### The problem
Copy each line from the entries that the word "linejoin" appears in.

(Dataset entries)
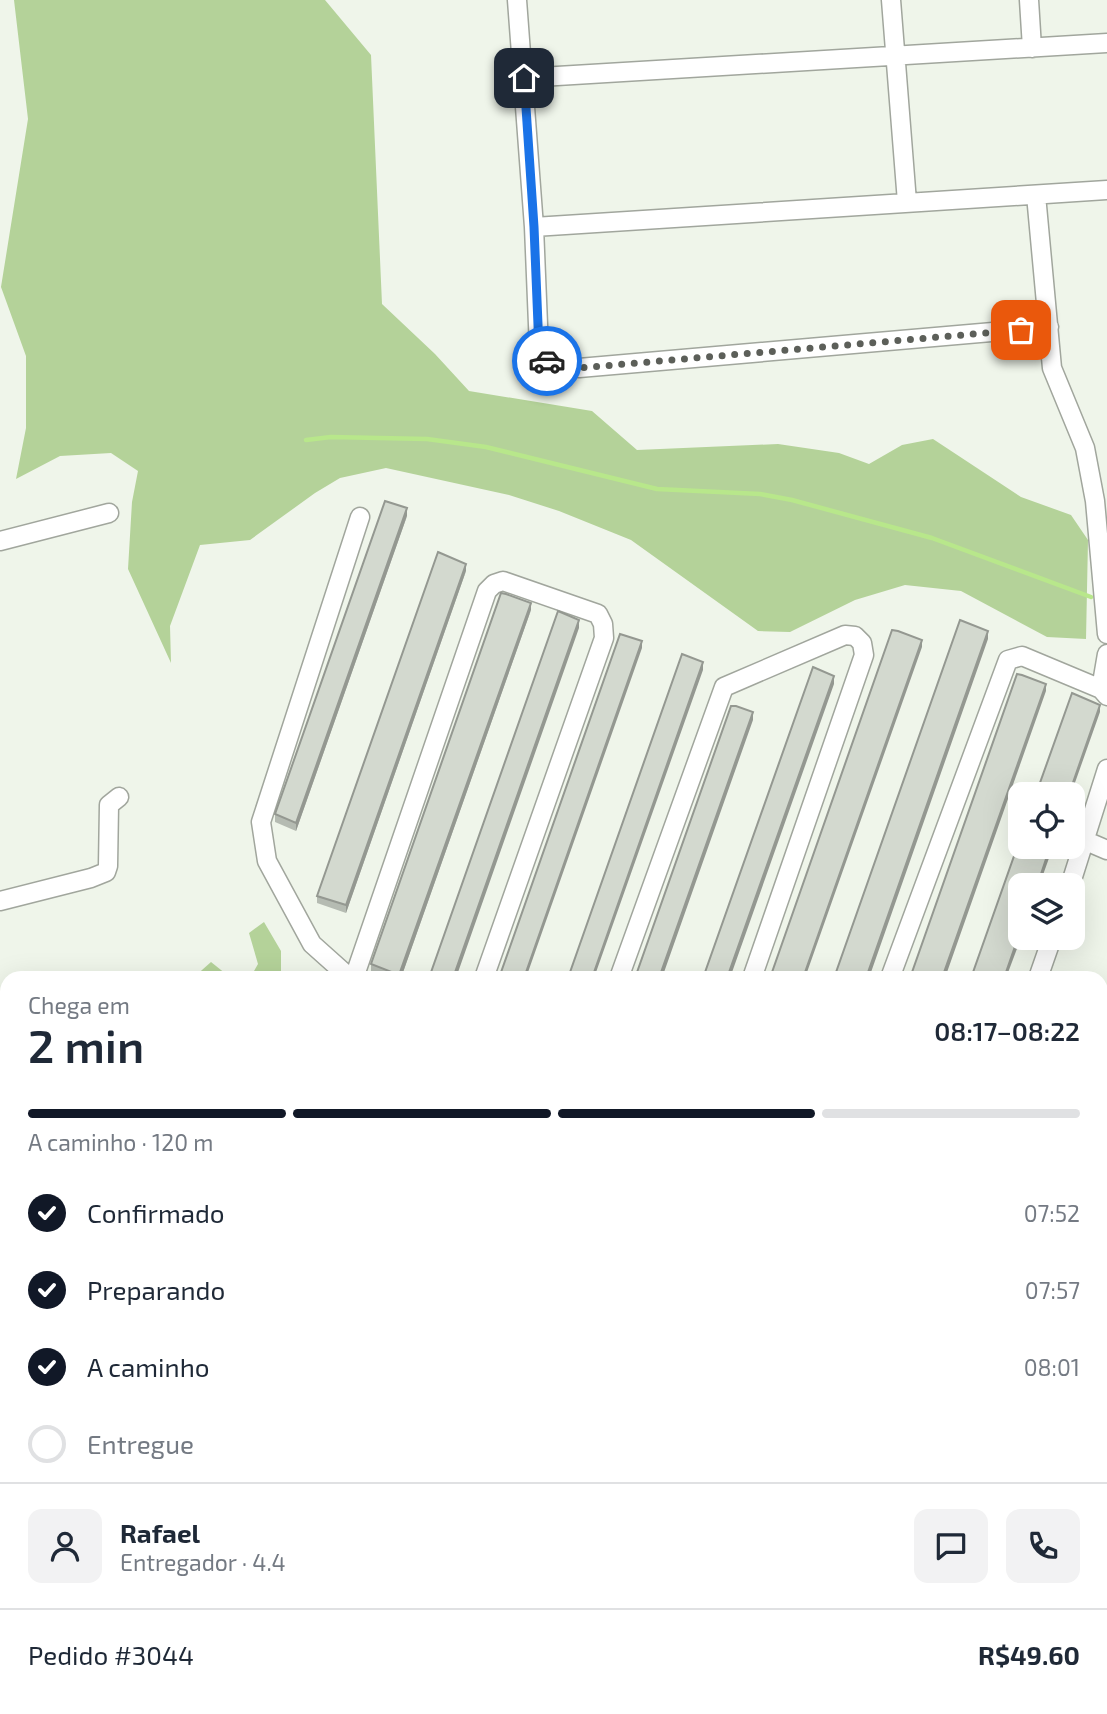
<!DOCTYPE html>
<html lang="pt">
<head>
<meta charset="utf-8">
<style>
  :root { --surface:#fff; --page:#f2f2f3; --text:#1f2937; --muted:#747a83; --line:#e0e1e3; --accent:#111827 }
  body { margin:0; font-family:"Exo 2",sans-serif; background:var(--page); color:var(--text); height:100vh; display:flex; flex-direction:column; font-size:26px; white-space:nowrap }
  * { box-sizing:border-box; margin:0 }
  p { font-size:23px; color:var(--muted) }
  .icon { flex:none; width:38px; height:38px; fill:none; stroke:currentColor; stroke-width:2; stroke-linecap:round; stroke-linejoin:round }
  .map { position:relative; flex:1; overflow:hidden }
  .sheet { position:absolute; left:0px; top:971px; width:1108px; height:744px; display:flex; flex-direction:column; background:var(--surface); border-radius:21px 21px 0 0; box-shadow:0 7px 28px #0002 }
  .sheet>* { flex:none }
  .tools { position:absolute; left:1008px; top:782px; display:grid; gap:14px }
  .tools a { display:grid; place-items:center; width:77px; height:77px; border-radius:14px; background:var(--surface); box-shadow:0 7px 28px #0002; font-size:35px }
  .pin { position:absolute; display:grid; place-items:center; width:60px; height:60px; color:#fff; margin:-30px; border-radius:14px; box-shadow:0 4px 10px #0006 }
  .courier { position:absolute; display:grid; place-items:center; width:70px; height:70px; margin:-35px; border:5px solid #1a73e8; border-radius:50%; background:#fff; color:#222; box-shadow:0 2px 9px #0007 }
  .overview em { font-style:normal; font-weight:600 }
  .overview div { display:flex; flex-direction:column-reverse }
  .overview { display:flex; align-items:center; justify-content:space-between; height:119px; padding:0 28px }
  h1 { font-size:46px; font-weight:600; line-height:52px }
  .bar { display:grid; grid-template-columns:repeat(4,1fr); gap:10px 7px; align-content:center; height:84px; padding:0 28px }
  .bar i { height:9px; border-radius:5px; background:var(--line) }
  .bar .on { background:var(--accent) }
  .bar p { grid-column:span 4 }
  .line { display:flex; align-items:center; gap:18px; padding:0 28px; border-top:2px solid var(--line) }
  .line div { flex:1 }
  .round { display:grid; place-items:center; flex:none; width:74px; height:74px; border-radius:14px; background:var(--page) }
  ol { padding:0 28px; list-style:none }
  li { display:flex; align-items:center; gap:21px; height:77px }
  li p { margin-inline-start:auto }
  li .icon { padding:7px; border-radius:50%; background:var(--accent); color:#fff; stroke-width:4 }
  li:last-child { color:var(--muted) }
  li i { width:38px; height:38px; border:4px solid var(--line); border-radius:50% }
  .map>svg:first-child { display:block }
  .green { fill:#b4d299 }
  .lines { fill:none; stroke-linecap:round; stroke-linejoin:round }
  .stream { stroke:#b8e78b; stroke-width:4.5 }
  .minor-casing { stroke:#a1a69d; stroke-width:21 }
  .minor { stroke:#fff; stroke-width:18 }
  .wall { fill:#b5bbb2 }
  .shaded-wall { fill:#949891 }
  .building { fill:#d3d9cf; stroke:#949891; stroke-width:2 }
  .done { stroke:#5c5f59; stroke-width:7; stroke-dasharray:0 12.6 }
  .route { stroke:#1a73e8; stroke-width:9 }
</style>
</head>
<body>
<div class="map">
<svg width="1107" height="1714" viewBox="0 0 1107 1714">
  <rect width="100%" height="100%" fill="#eff5ea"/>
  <path class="green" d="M14,0H325L371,55L382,304L435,354L469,391L592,411L637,450L778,444L839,453L869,464L902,445L933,439L1021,497L1071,515L1088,540L1086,639L1047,637L961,591L905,585L855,600L790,632L758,631L631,540L559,511L509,495L386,468L340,478L315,493L250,540L200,545L170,626L171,663L128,569L132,502L138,471L111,453L60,456L16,479L26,428V356L1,287L28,119Z
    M264,922L281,951V978H250L258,964L249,933Z
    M211,962L231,978H193Z
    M447,1708H598L615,1714H447Z"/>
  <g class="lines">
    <path class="stream" d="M306,440L331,437L427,439L486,447L657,489L760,494L792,500L932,538L1091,597
      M0,1411L7,1415
      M450,1708V1714"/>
    <g class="minor-casing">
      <path id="minor" d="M517,0L534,227L539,349L547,362L579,368L1049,327
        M891,0L907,202
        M1029,0L1032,48
        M524,78L1107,43
        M1036,195L1052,368L1085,448L1095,501L1107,634
        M534,227L1107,190
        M0,541L109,513
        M1101,689L1107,654
        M1086,841L1107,850
        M1070,886L1107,769
        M0,901L91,878L106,872L108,866L109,805L119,797
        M350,978L312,944L267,861L261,822L360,517
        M354,978L487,591L494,584L503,581L598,614L603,624L604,638L484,978
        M619,978L724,687L845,635L855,636L862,643L864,655L752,978
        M890,978L1008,660L1022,656L1101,689L1107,696
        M1038,978L1052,938
        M1101,1008L1107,1007
        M1101,1036L1107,1035
        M1101,1087L1107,1086
        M1101,1114L1107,1112
        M0,1355L7,1349
        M811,1708L827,1714
        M909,1714L910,1708
        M1034,1714V1708"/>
    </g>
    <use href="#minor" class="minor"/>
  </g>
  <path class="wall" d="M407,516L296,831L275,822V814Z
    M466,571L346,913L317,903V896Z
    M531,610L401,978H388L371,971V964Z
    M168,1708H196V1712H168Z"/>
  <path class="shaded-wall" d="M407,508V516L296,831V823Z
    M466,564V571L346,913V905Z
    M531,603V610L401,978H399V975Z
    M579,620V628L456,978H453Z
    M988,631V639L869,978H866Z
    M922,640V647L805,978H803Z
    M642,641V648L526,978H524Z
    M703,662V670L594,978H592Z
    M834,676V684L730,978H727Z
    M1046,684V691L945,978H942Z
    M1100,705V712L1071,794H1069Z
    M753,712V720L662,978H659Z
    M1050,847H1053L1039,886H1037Z
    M1020,932L1021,938L1006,978H1004Z"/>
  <path class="building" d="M385,501L407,508L296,823L275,814Z
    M438,552L466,564L346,905L317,896Z
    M501,593L506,594L531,603L399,975L371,964Z
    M558,611L579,620L453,978H429Z
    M960,620L988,631L866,978H834Z
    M892,630L898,631L922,640L803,978H770Z
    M620,634L642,641L524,978H499Z
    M682,654L703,662L592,978H568Z
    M813,667L834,676L727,978H703Z
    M1017,674L1022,675L1046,684L942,978H910Z
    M1072,693L1100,705L1069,794H1036Z
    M731,706H736L753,712L659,978H635Z
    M1020,839V847H1050L1037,886H1020V932L1004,978H971Z
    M87,1708H107L134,1714H85Z"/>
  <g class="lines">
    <path class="done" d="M547,361L579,368L1021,330"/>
    <path class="route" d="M524,78L534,227L539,349L547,361"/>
  </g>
</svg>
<div class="tools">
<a><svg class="icon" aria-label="locate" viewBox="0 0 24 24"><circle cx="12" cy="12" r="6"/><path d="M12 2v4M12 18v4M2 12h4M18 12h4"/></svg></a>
<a><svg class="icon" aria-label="layers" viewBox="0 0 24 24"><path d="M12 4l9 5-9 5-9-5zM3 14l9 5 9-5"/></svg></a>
</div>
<div class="pin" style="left:1021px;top:330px;background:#ea580c"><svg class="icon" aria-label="bag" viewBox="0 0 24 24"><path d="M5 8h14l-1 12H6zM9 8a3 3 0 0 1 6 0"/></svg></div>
<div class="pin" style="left:524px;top:78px;background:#1f2937"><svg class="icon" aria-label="home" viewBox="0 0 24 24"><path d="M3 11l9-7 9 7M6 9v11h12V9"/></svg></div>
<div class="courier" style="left:547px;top:361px"><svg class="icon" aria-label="car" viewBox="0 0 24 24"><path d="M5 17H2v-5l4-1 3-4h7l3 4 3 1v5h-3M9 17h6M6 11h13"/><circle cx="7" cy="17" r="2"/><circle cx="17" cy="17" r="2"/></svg></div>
<section class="sheet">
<div class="overview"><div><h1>2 min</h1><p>Chega em</p></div><em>08:17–08:22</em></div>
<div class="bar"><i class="on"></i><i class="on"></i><i class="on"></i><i></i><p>A caminho · 120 m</p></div>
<ol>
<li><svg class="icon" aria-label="check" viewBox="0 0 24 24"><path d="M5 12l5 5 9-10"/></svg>Confirmado<p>07:52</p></li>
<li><svg class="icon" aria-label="check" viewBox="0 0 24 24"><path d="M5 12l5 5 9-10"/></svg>Preparando<p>07:57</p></li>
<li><svg class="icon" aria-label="check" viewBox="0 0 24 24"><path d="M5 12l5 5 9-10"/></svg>A caminho<p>08:01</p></li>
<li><i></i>Entregue</li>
</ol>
<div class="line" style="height:126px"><a class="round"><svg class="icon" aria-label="person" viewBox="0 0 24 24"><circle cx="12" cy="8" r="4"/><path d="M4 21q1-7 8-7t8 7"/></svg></a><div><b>Rafael</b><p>Entregador · 4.4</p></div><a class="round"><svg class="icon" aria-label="chat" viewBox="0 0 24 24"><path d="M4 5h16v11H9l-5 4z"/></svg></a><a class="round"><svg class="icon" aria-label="phone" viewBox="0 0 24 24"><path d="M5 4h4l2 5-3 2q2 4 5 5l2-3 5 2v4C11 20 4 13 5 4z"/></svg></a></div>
<div class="line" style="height:91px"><div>Pedido #3044</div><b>R$49.60</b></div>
</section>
</div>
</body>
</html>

### Solution below
  .icon { flex:none; width:38px; height:38px; fill:none; stroke:currentColor; stroke-width:2; stroke-linecap:round; stroke-linejoin:round }
  .lines { fill:none; stroke-linecap:round; stroke-linejoin:round }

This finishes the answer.